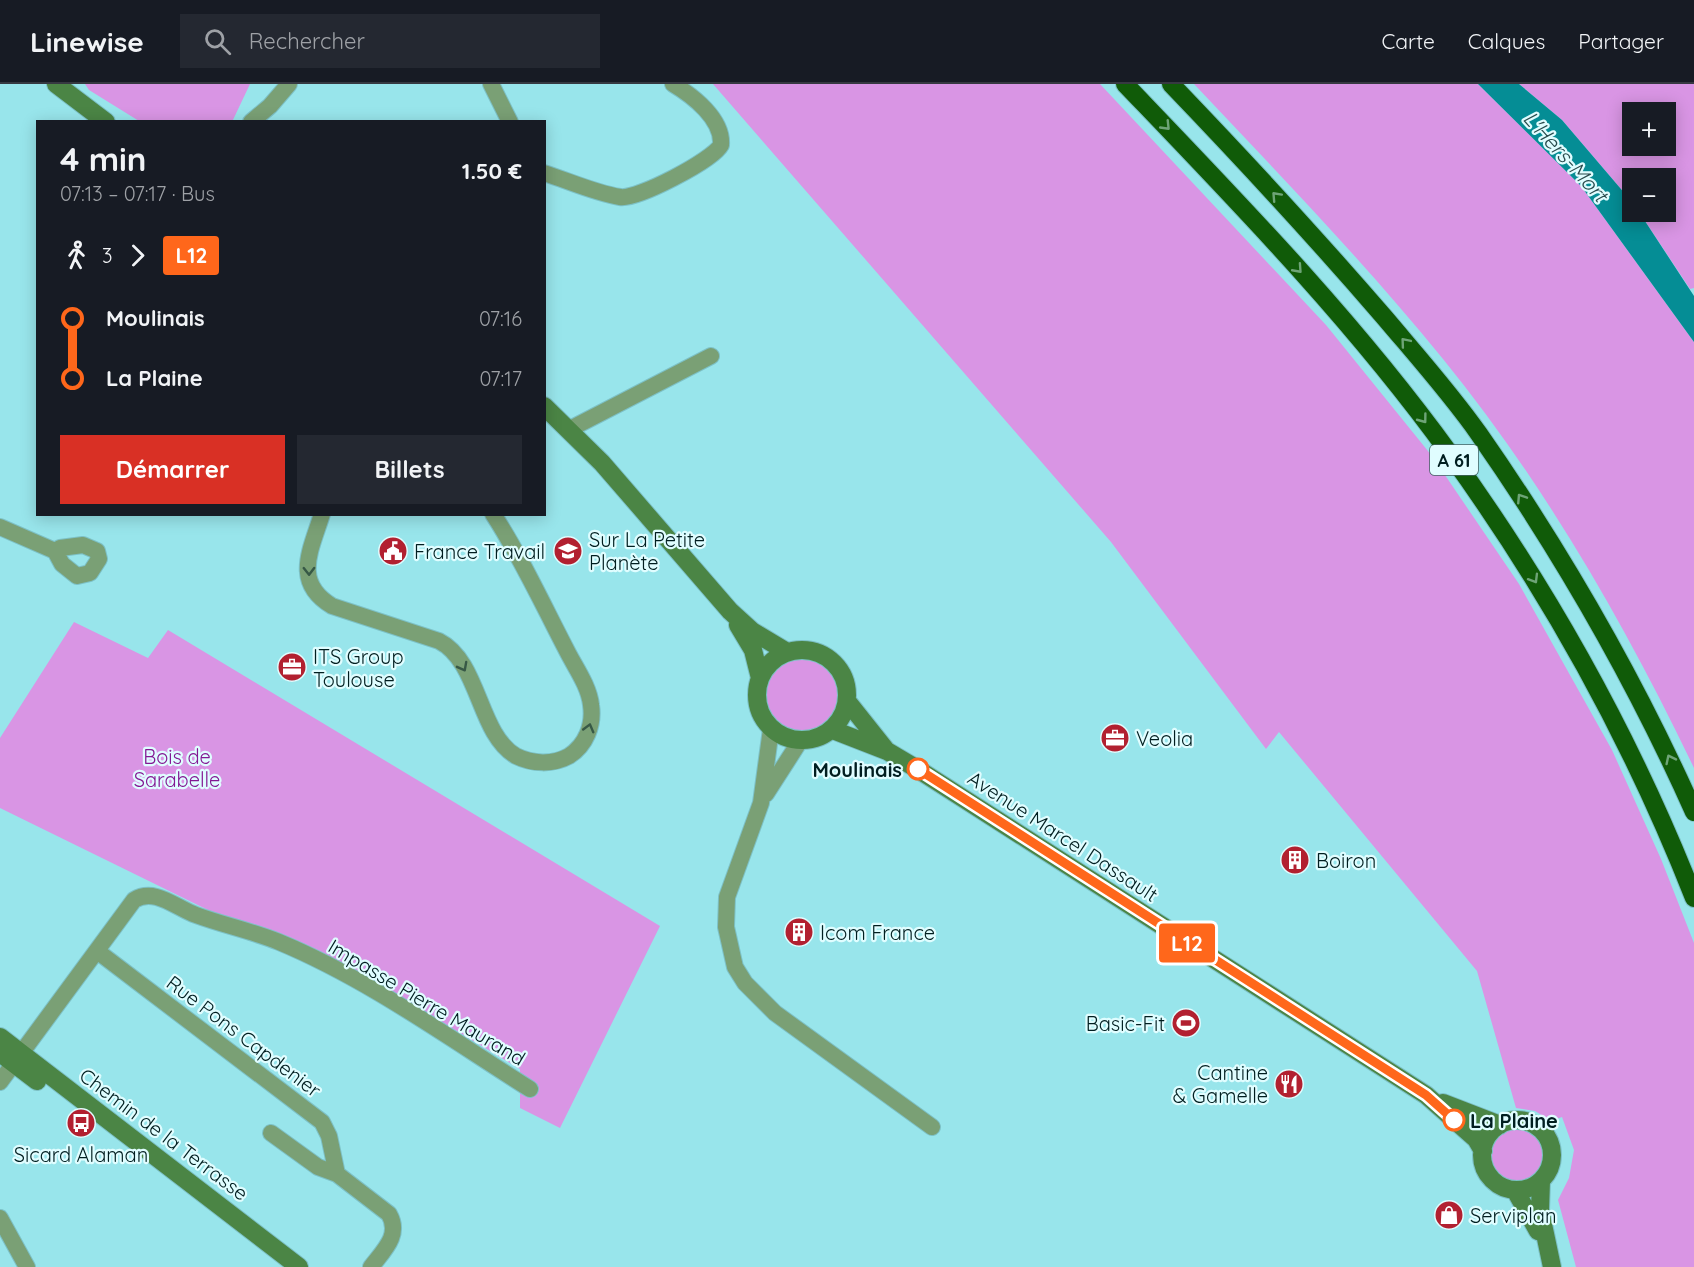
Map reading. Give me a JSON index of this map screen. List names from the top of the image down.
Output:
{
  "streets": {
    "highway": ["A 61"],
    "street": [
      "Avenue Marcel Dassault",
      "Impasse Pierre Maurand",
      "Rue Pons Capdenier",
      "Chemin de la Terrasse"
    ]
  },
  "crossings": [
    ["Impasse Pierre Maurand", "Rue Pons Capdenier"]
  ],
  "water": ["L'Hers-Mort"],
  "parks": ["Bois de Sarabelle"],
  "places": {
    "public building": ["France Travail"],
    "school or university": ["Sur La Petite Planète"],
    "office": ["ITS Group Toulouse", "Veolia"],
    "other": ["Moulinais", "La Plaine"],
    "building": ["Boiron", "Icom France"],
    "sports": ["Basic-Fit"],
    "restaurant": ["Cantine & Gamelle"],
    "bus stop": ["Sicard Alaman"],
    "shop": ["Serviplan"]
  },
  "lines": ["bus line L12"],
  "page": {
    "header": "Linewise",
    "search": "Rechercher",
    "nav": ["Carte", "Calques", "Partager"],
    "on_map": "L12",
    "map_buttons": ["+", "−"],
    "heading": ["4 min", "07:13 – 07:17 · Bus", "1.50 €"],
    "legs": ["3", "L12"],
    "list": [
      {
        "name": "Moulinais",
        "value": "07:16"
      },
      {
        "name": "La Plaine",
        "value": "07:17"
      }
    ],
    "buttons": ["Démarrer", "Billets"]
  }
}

──────────────────────────────

Would you please output each record exactly, leaving the images out?

Map reading. Give me a JSON index of this map screen. List names from the top of the image down.
Output:
{
  "streets": {
    "highway": ["A 61"],
    "street": [
      "Avenue Marcel Dassault",
      "Impasse Pierre Maurand",
      "Rue Pons Capdenier",
      "Chemin de la Terrasse"
    ]
  },
  "crossings": [
    ["Impasse Pierre Maurand", "Rue Pons Capdenier"]
  ],
  "water": ["L'Hers-Mort"],
  "parks": ["Bois de Sarabelle"],
  "places": {
    "public building": ["France Travail"],
    "school or university": ["Sur La Petite Planète"],
    "office": ["ITS Group Toulouse", "Veolia"],
    "other": ["Moulinais", "La Plaine"],
    "building": ["Boiron", "Icom France"],
    "sports": ["Basic-Fit"],
    "restaurant": ["Cantine & Gamelle"],
    "bus stop": ["Sicard Alaman"],
    "shop": ["Serviplan"]
  },
  "lines": ["bus line L12"],
  "page": {
    "header": "Linewise",
    "search": "Rechercher",
    "nav": ["Carte", "Calques", "Partager"],
    "on_map": "L12",
    "map_buttons": ["+", "−"],
    "heading": ["4 min", "07:13 – 07:17 · Bus", "1.50 €"],
    "legs": ["3", "L12"],
    "list": [
      {
        "name": "Moulinais",
        "value": "07:16"
      },
      {
        "name": "La Plaine",
        "value": "07:17"
      }
    ],
    "buttons": ["Démarrer", "Billets"]
  }
}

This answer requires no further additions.